## [Collected data]
Segment Open
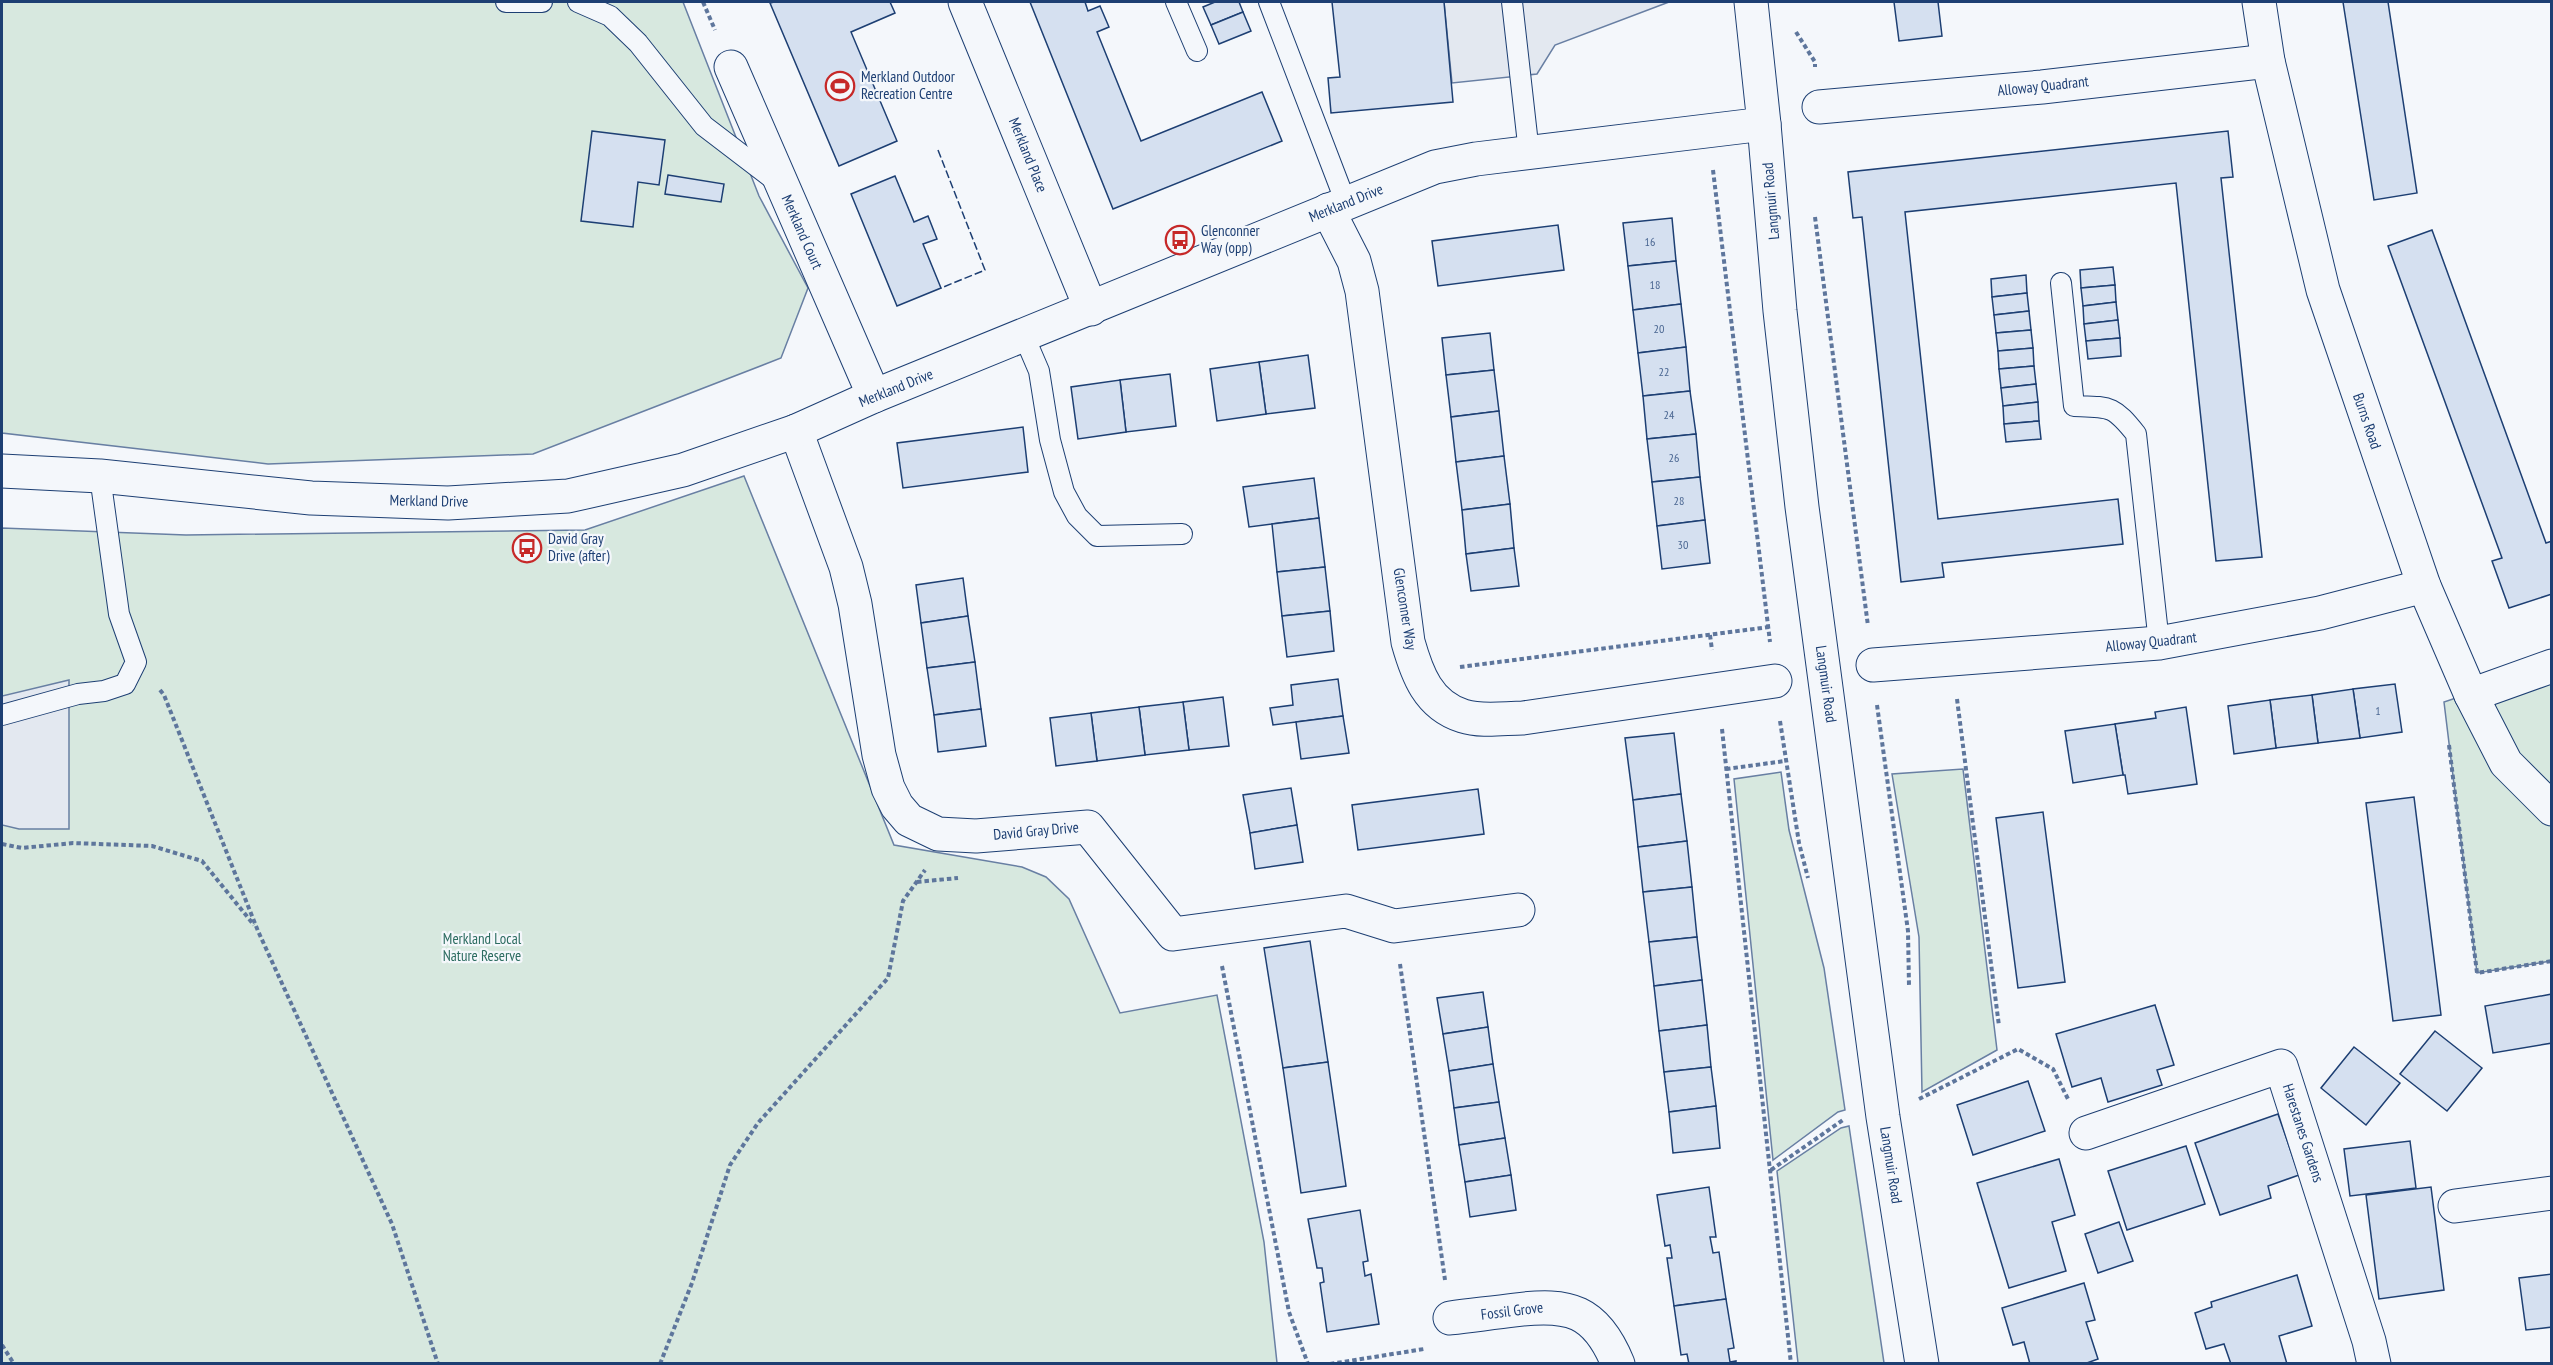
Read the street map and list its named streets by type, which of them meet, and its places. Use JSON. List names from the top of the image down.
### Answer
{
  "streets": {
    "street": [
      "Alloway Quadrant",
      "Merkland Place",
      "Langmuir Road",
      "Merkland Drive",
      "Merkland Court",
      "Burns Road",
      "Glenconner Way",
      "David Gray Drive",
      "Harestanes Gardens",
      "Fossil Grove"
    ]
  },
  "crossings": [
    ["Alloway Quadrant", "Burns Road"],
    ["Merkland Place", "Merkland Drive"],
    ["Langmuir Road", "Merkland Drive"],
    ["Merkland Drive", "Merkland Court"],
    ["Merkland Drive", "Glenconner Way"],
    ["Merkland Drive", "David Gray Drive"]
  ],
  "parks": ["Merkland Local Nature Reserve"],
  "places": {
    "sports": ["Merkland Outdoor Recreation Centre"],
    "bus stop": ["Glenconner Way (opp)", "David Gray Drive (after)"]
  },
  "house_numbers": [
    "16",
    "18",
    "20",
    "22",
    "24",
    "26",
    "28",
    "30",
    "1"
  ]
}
Segment Closed
## [Task goal]
Each entry above must be printed exactly, apart from its pictures.

## [Task answer]
Read the street map and list its named streets by type, which of them meet, and its places. Use JSON. List names from the top of the image down.
### Answer
{
  "streets": {
    "street": [
      "Alloway Quadrant",
      "Merkland Place",
      "Langmuir Road",
      "Merkland Drive",
      "Merkland Court",
      "Burns Road",
      "Glenconner Way",
      "David Gray Drive",
      "Harestanes Gardens",
      "Fossil Grove"
    ]
  },
  "crossings": [
    ["Alloway Quadrant", "Burns Road"],
    ["Merkland Place", "Merkland Drive"],
    ["Langmuir Road", "Merkland Drive"],
    ["Merkland Drive", "Merkland Court"],
    ["Merkland Drive", "Glenconner Way"],
    ["Merkland Drive", "David Gray Drive"]
  ],
  "parks": ["Merkland Local Nature Reserve"],
  "places": {
    "sports": ["Merkland Outdoor Recreation Centre"],
    "bus stop": ["Glenconner Way (opp)", "David Gray Drive (after)"]
  },
  "house_numbers": [
    "16",
    "18",
    "20",
    "22",
    "24",
    "26",
    "28",
    "30",
    "1"
  ]
}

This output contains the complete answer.